The wind on her exhilarated face, there in her mother's house, in the bug room, becomes the hole in her cockpit canopy. The whistling wind brought by the dawn, a portrait of the womanchild cavern of the soul under pressure-heat ratio ides of evolutions have buried their fears end of line. Kara Thrace wakes up, eyes wide, lightning everywhere. I mean to say that Kara wakes up in a storm.
No. I mean to say that in every house there's a little room we don't know about. And on the other side of that door, there are insects and darkness and the sound of scratching, and a hot red heat at the back of your eyes. And a lot of us don't ever open the door. But if you can, if you can burn off what doesn't work and step to the door and open it, if you are strong enough to accomplish the impossible, you learn an amusing fact. On the other side of that door you find the Temple of Five, the Great Hall, Heaven, Elysium: a room bigger than the universe, filled with light and singing, and all the gods and heroes you could ever want, welcoming you in. And the joke of the bugs: to think that once they were terrifying, to think that once you were so scared that they were real -- that Cylons are evil, that fear is worthwhile, that hatred is an option, that anger or violence are ever appropriate, that there are moments where God looks away, that there are times when you're alone, that anyone's destiny or fate ever went wrong, that the unfolding can be disrupted, that there's a dimension that doesn't include love, and laughter -- when those bugs are just so small, and silly, and made of plastic. That stupid joke, to think your life is a story being told by anyone but you.

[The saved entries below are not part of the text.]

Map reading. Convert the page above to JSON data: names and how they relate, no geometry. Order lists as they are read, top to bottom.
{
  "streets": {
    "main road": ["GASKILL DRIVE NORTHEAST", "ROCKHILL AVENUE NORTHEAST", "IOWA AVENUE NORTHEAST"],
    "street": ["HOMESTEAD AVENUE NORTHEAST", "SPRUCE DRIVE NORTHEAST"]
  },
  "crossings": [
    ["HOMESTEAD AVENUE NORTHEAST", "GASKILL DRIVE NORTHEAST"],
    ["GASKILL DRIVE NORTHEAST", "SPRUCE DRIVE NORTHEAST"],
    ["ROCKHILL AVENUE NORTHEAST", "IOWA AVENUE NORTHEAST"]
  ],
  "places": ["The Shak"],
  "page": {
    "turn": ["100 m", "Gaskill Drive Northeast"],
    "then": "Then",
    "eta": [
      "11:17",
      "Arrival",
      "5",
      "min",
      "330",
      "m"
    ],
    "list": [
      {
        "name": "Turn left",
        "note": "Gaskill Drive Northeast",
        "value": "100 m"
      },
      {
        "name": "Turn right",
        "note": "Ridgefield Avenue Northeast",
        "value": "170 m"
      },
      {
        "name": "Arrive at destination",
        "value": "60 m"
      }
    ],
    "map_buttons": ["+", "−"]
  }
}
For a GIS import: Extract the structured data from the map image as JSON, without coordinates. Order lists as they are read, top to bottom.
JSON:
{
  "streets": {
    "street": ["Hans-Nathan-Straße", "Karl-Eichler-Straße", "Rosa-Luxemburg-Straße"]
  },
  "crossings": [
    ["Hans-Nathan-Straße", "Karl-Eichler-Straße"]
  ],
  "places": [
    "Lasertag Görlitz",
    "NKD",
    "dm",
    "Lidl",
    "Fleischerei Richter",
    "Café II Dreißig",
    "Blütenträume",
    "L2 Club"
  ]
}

"Starbuck, Apollo. Lost you on dradis. I say again, I've lost you." His voice calls her back; she's got one hand on the eject lever. She skips to the abyss and dances back again. She stops herself: the bugs aren't jumping. She should be afraid. Why isn't she afraid? Is this about death? When you're a pilot you can see the ground curve away, the way the world goes around and around. The flat Earth goes round on you, and you've gained a whole dimension to play in.